## The problem:
Report all lines of the records that contain "Cross".
+===+
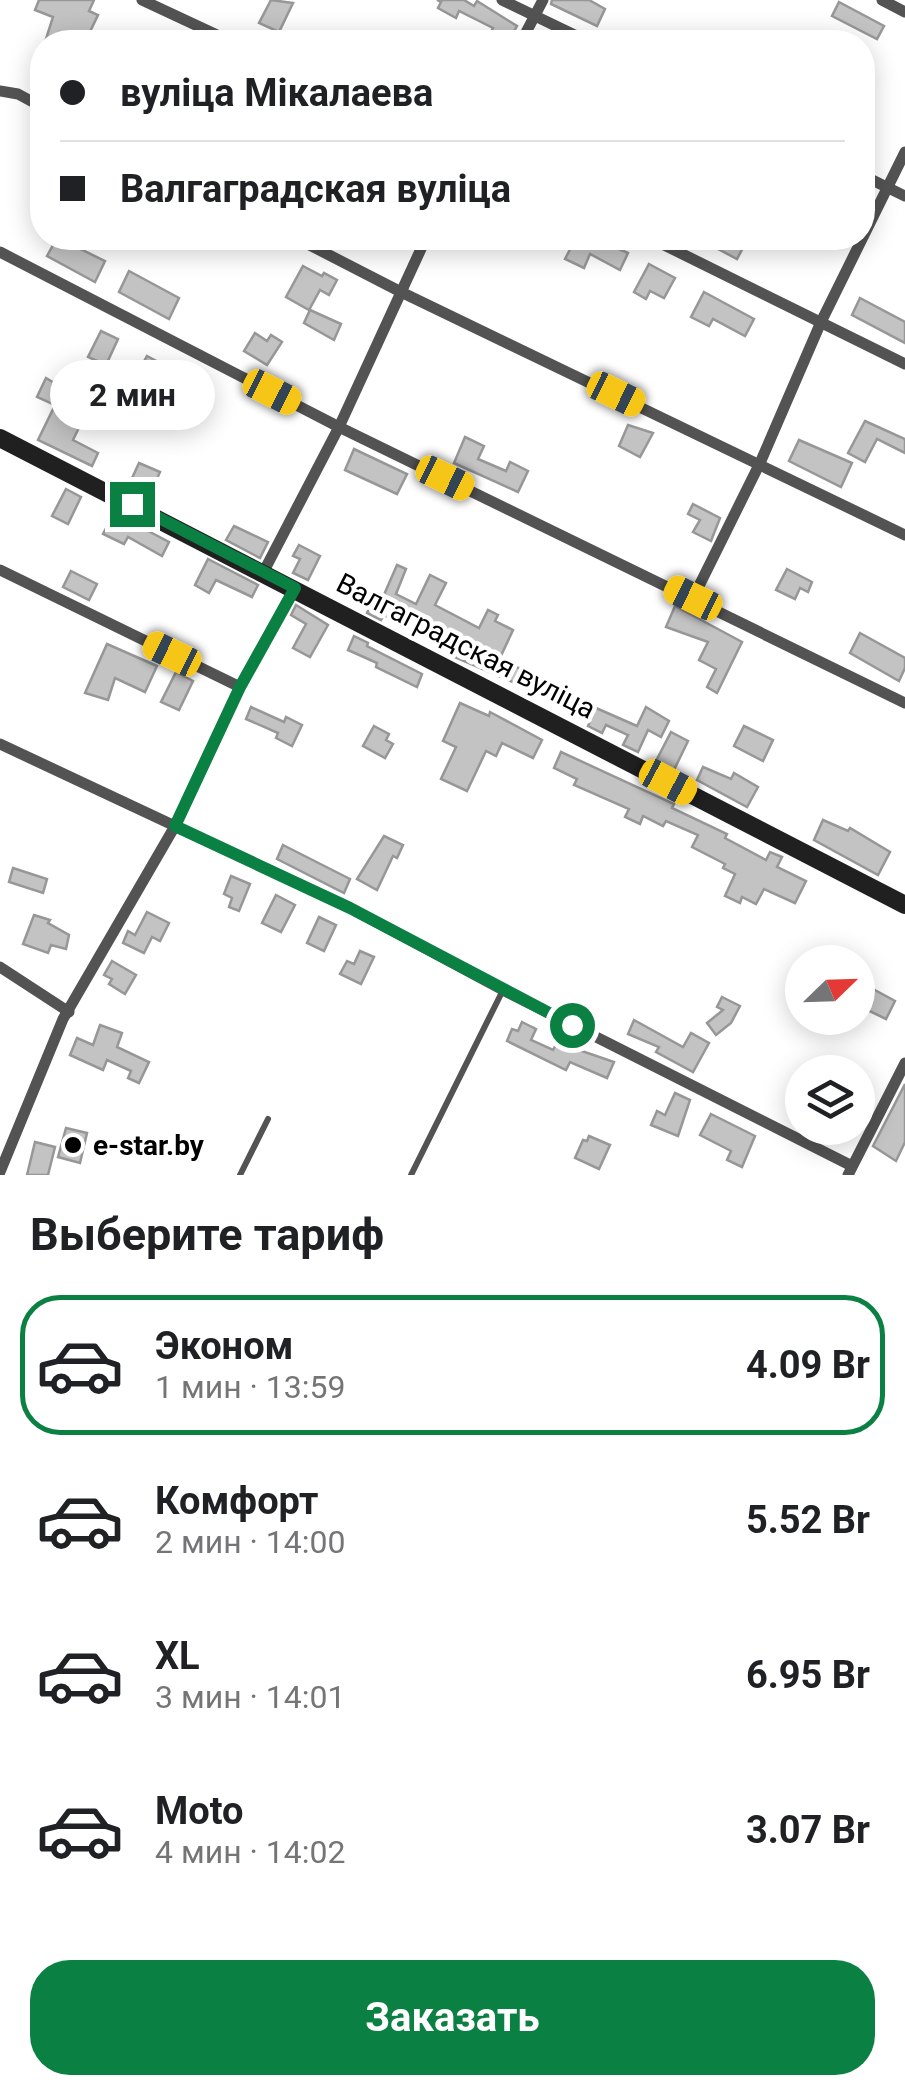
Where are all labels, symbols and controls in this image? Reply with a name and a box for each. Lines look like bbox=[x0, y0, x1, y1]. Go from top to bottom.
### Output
text: вуліца Мікалаева bbox=[120, 71, 433, 115]
text: Валгаградская вуліца bbox=[120, 167, 511, 211]
callout: 2 мин bbox=[49, 359, 214, 429]
car bbox=[238, 365, 306, 419]
car bbox=[582, 367, 650, 421]
text: 2 мин bbox=[89, 376, 176, 414]
car bbox=[411, 451, 479, 505]
route end bbox=[110, 482, 155, 527]
street label: Валгаградская вуліца bbox=[331, 566, 601, 726]
car bbox=[659, 571, 727, 625]
car bbox=[138, 627, 206, 681]
car bbox=[634, 755, 702, 809]
north arrow bbox=[785, 945, 875, 1035]
map controls bbox=[785, 945, 875, 1145]
route start bbox=[550, 1003, 595, 1048]
button: layers bbox=[785, 1055, 875, 1145]
place label: e-star.by bbox=[93, 1129, 205, 1162]
marker: e-star.by bbox=[62, 1134, 84, 1156]
text: Выберите тариф bbox=[30, 1208, 384, 1261]
icon: car bbox=[35, 1320, 125, 1410]
text: Эконом bbox=[155, 1324, 293, 1368]
text: 4.09 Br bbox=[746, 1343, 870, 1387]
text: 1 мин · 13:59 bbox=[155, 1368, 346, 1406]
icon: car bbox=[35, 1475, 125, 1565]
text: Комфорт bbox=[155, 1479, 318, 1523]
text: 5.52 Br bbox=[746, 1498, 870, 1542]
text: 2 мин · 14:00 bbox=[155, 1523, 346, 1561]
icon: car bbox=[35, 1630, 125, 1720]
text: XL bbox=[155, 1634, 200, 1678]
text: 6.95 Br bbox=[746, 1653, 870, 1697]
text: 3 мин · 14:01 bbox=[155, 1678, 346, 1716]
icon: car bbox=[35, 1785, 125, 1875]
text: Moto bbox=[155, 1789, 244, 1833]
text: 3.07 Br bbox=[746, 1808, 870, 1852]
text: 4 мин · 14:02 bbox=[155, 1833, 346, 1871]
button: Заказать bbox=[30, 1960, 875, 2075]

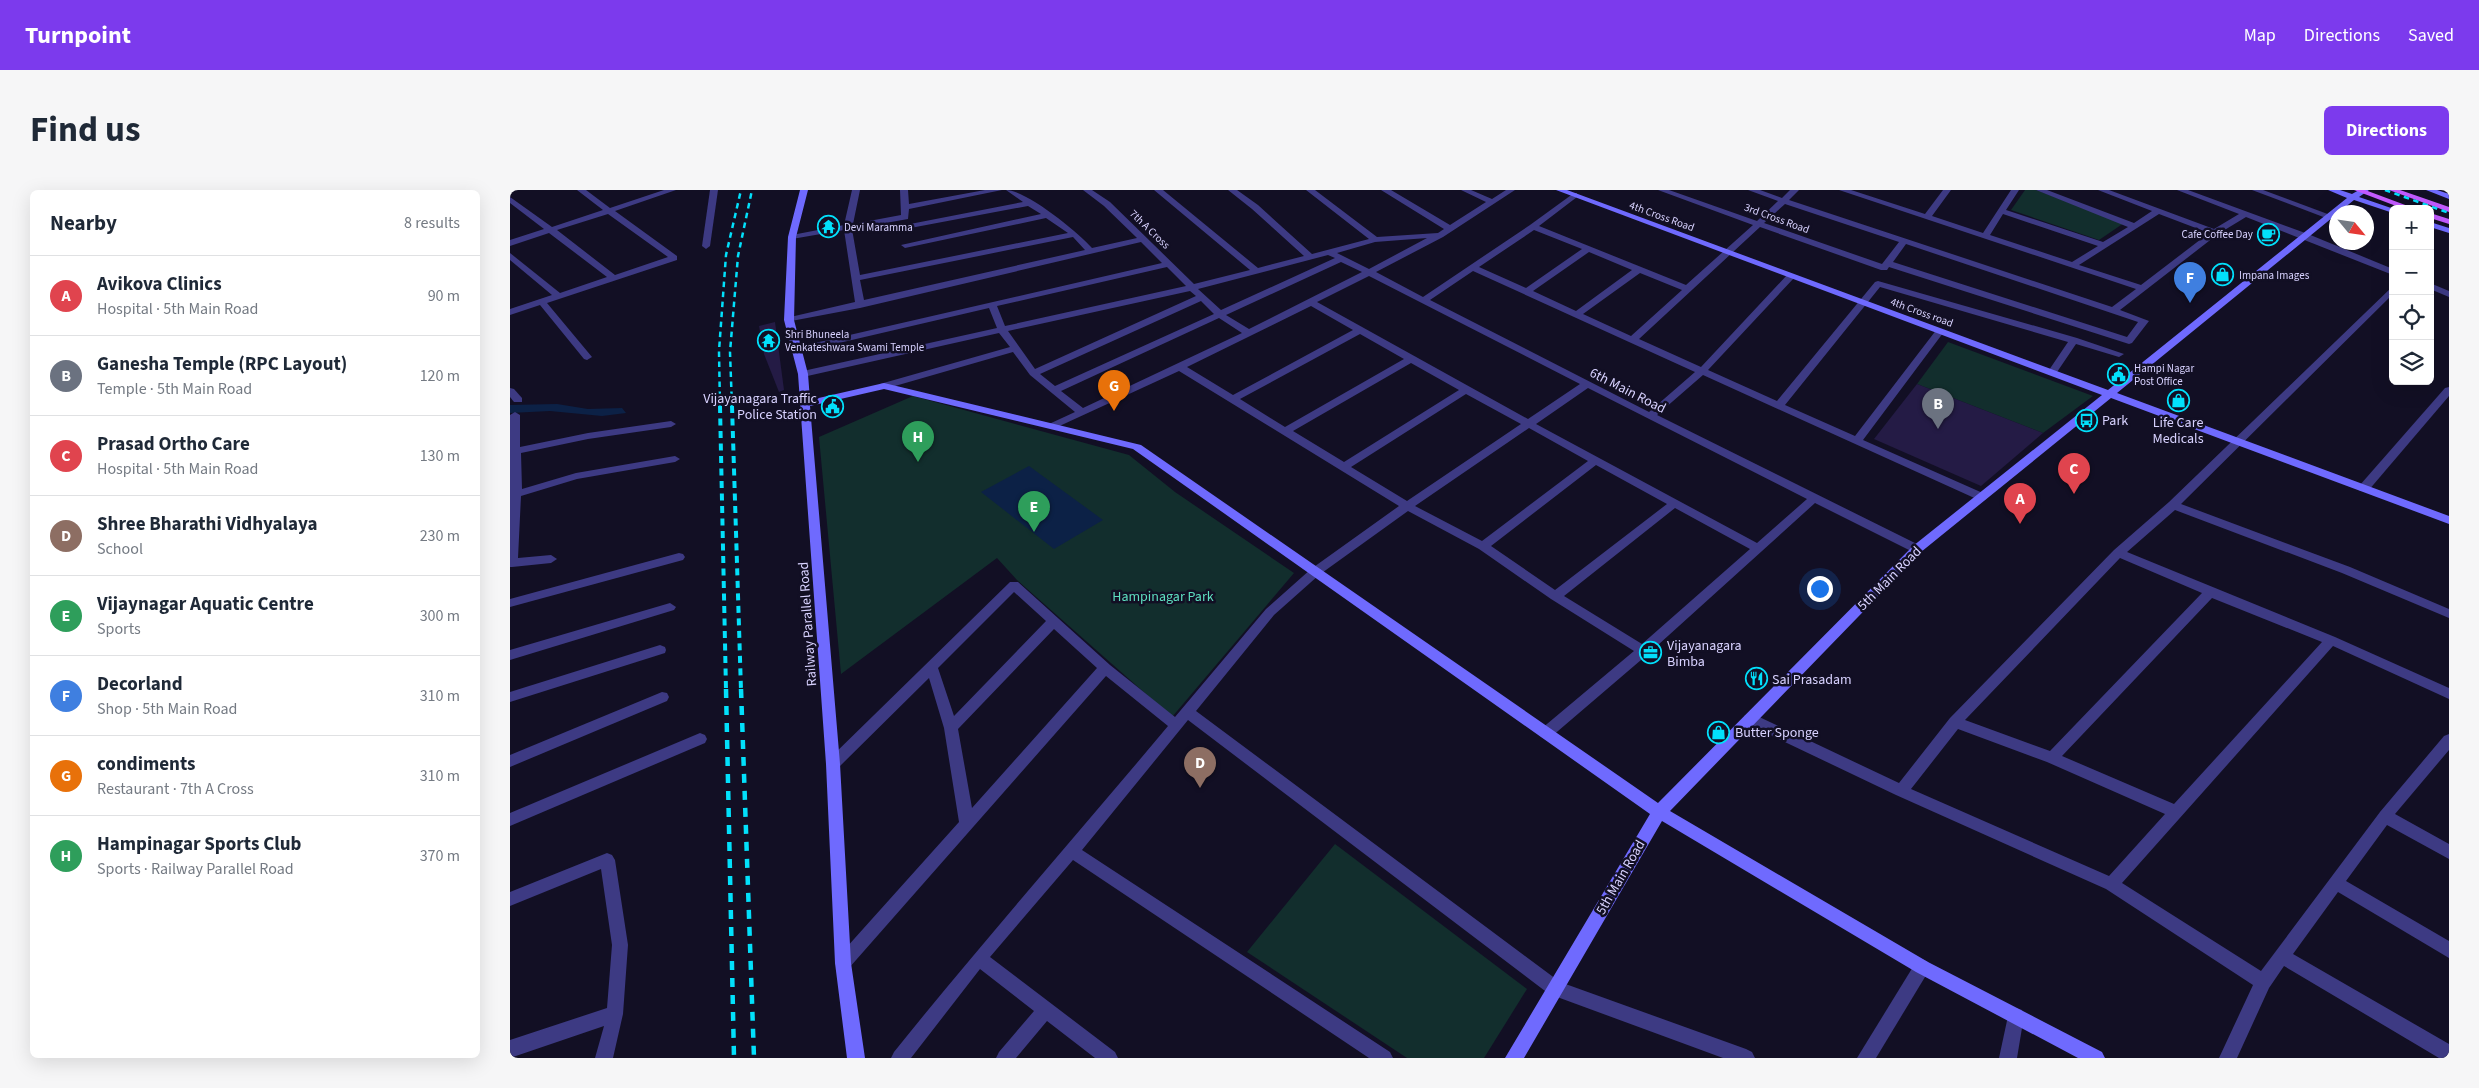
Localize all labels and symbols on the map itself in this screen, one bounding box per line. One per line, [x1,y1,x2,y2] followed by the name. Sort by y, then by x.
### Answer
[1627,198,1696,235] street label: 4th Cross Road
[1742,200,1812,237] street label: 3rd Cross Road
[2329,205,2374,250] north arrow
[1126,206,1173,253] street label: 7th A Cross
[816,215,840,239] temple icon: Devi Maramma
[844,220,913,235] place label: Devi Maramma
[2257,222,2281,246] cafe icon: Cafe Coffee Day
[2181,227,2253,242] place label: Cafe Coffee Day
[2174,262,2206,303] pin: F
[2211,263,2235,287] shop icon: Impana Images
[2239,268,2310,283] place label: Impana Images
[1888,294,1955,331] street label: 4th Cross road
[785,327,925,355] place label: Shri Bhuneela Venkateshwara Swami Temple
[757,328,781,352] temple icon: Shri Bhuneela Venkateshwara Swami Temple
[2134,361,2194,389] place label: Hampi Nagar Post Office
[2106,362,2130,386] public building icon: Hampi Nagar Post Office
[1586,363,1669,419] street label: 6th Main Road
[1098,370,1130,411] pin: G
[1922,388,1954,429] pin: B
[2166,388,2190,412] shop icon: Life Care Medicals
[703,389,818,425] place label: Vijayanagara Traffic Police Station
[821,394,845,418] public building icon: Vijayanagara Traffic Police Station
[2074,408,2098,432] bus stop icon: Park
[2102,411,2128,431] place label: Park
[2152,413,2204,449] place label: Life Care Medicals
[902,421,934,462] pin: H
[2058,453,2090,494] pin: C
[2004,483,2036,524] pin: A
[1018,491,1050,532] pin: E
[1853,542,1926,615] street label: 5th Main Road
[794,561,822,687] street label: Railway Parallel Road
[1807,576,1833,602] your location
[1112,587,1214,607] park label: Hampinagar Park
[1667,636,1742,672] place label: Vijayanagara Bimba
[1639,641,1663,665] office icon: Vijayanagara Bimba
[1744,667,1768,691] restaurant icon: Sai Prasadam
[1772,670,1852,690] place label: Sai Prasadam
[1707,720,1731,744] shop icon: Butter Sponge
[1735,723,1819,743] place label: Butter Sponge
[1184,747,1216,788] pin: D
[1591,836,1650,919] street label: 5th Main Road

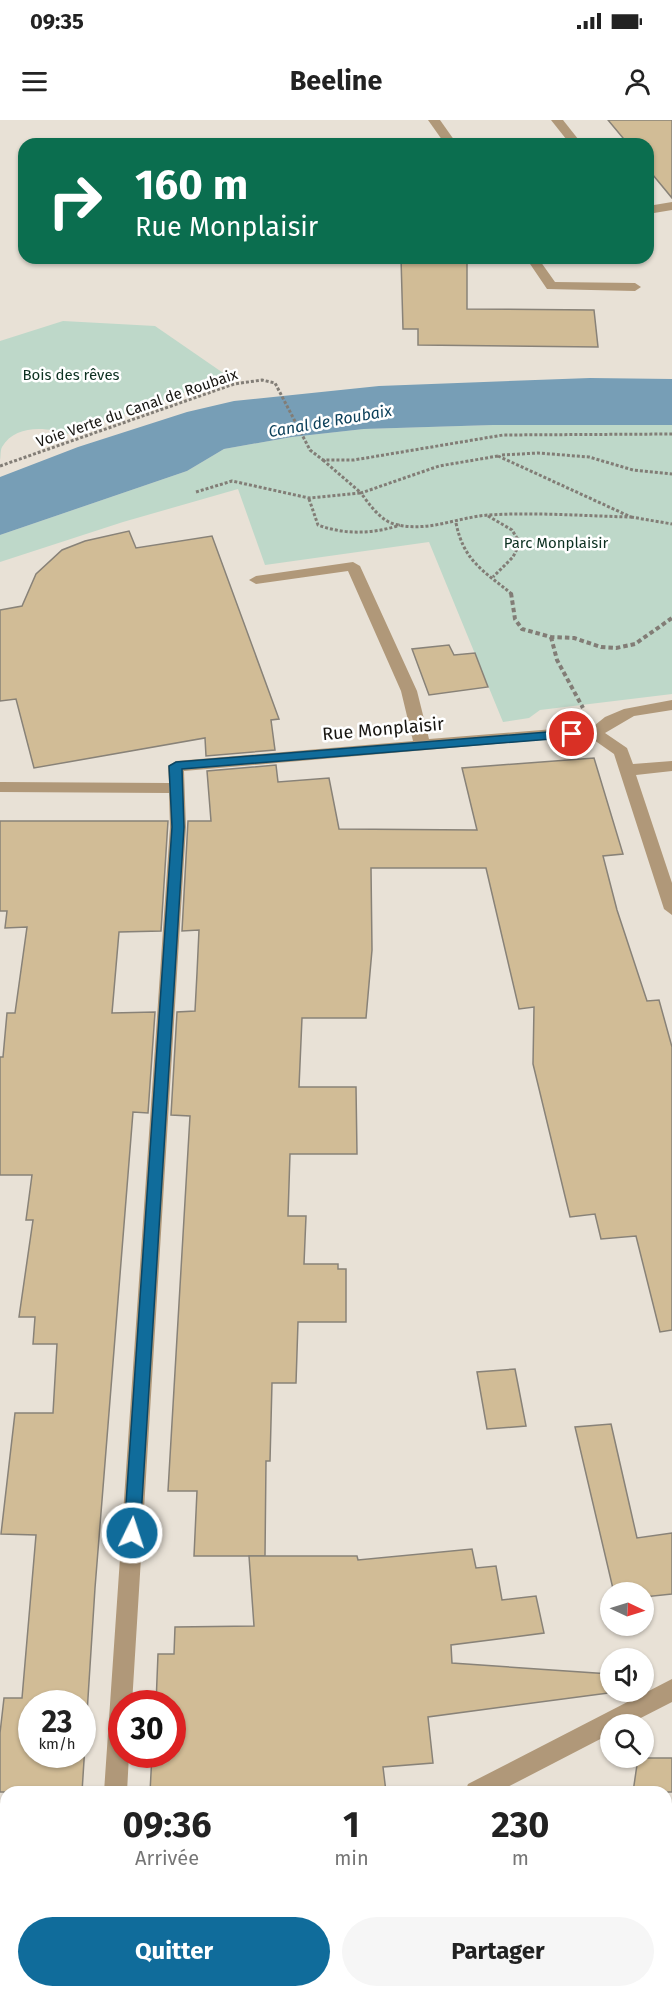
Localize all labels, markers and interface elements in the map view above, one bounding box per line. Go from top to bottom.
text: 09:35 [30,8,84,35]
icon: menu [18,65,51,98]
text: Beeline [290,65,382,97]
icon: person [621,65,654,98]
text: 160 m [135,160,248,210]
icon: right [36,162,114,240]
text: Rue Monplaisir [135,211,318,243]
street label: Voie Verte du Canal de Roubaix [34,365,241,451]
park label: Bois des rêves [22,366,120,384]
water label: Canal de Roubaix [267,401,393,441]
park label: Parc Monplaisir [504,534,608,552]
pin [546,708,597,759]
street label: Rue Monplaisir [321,713,445,745]
icon: arrive [555,717,588,750]
position arrow [100,1501,164,1565]
north arrow [600,1582,654,1636]
map controls [600,1582,654,1768]
button: sound [600,1648,654,1702]
speed limit sign: 30 [108,1690,186,1768]
text: 23 [42,1704,72,1740]
button: search [600,1714,654,1768]
text: km/h [38,1735,76,1753]
text: 09:36 [123,1803,212,1847]
text: 1 [343,1803,360,1847]
text: 230 [491,1803,549,1847]
text: Arrivée [135,1846,199,1870]
text: min [334,1846,369,1870]
text: m [512,1846,529,1870]
button: Quitter [18,1917,330,1986]
button: Partager [342,1917,654,1986]

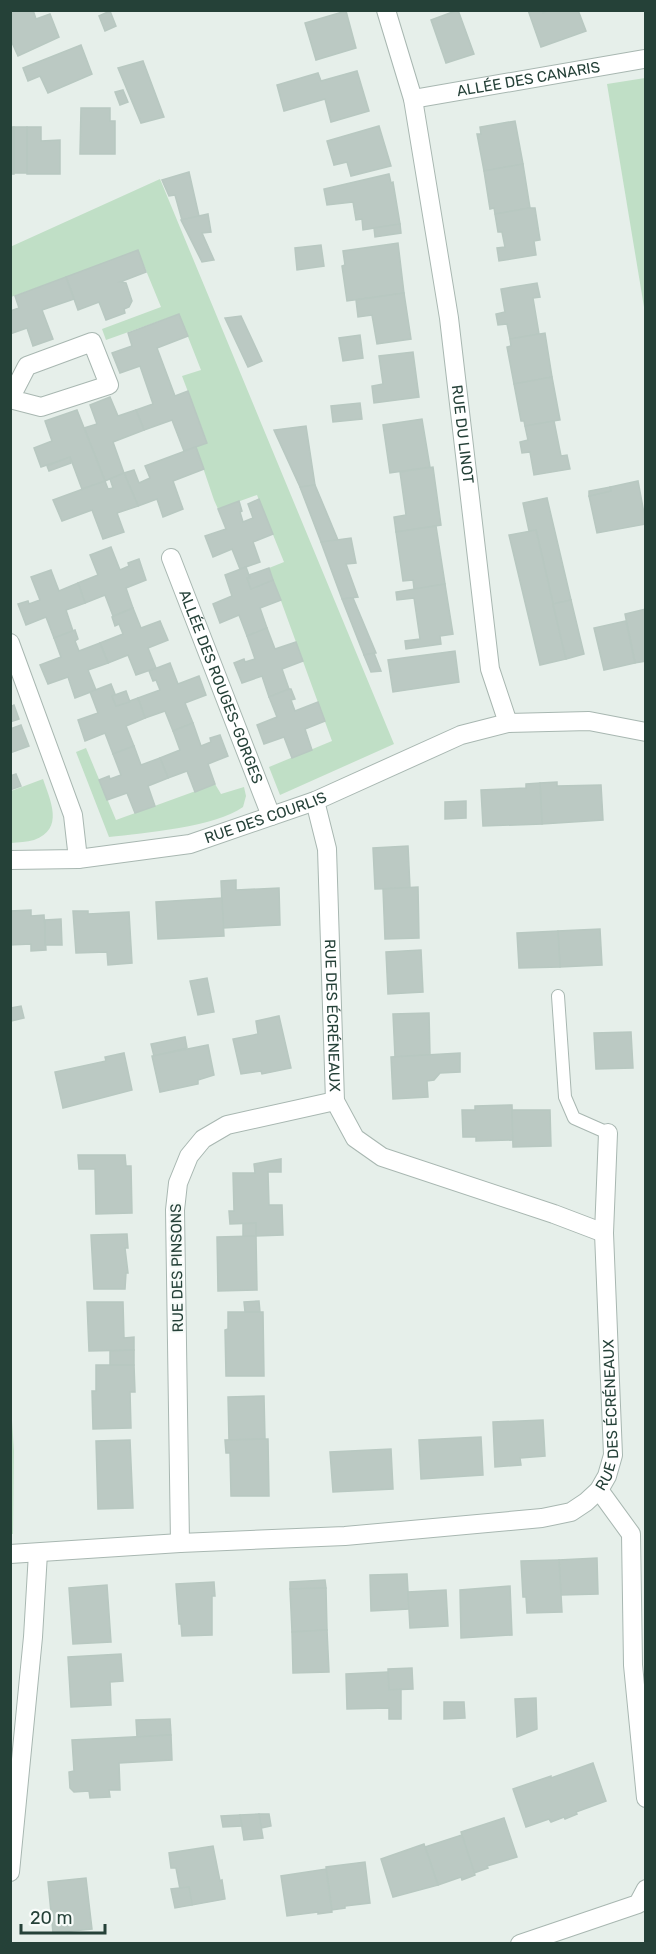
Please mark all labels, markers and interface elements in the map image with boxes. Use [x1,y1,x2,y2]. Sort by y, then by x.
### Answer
street label: ALLÉE DES CANARIS [455,58,601,100]
street label: RUE DU LINOT [448,384,477,485]
street label: ALLÉE DES ROUGES-GORGES [175,587,267,786]
street label: RUE DES COURLIS [202,788,329,847]
street label: RUE DES ÉCRÉNEAUX [321,939,344,1093]
street label: RUE DES PINSONS [167,1203,187,1333]
street label: RUE DES ÉCRÉNEAUX [592,1338,622,1494]
scale bar [21,1897,105,1935]
text: 20 m [30,1907,72,1929]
+===+
## Response:
[1627,198,1696,235] street label: 4th Cross Road
[1742,200,1812,237] street label: 3rd Cross Road
[1126,206,1173,253] street label: 7th A Cross
[1888,294,1955,331] street label: 4th Cross road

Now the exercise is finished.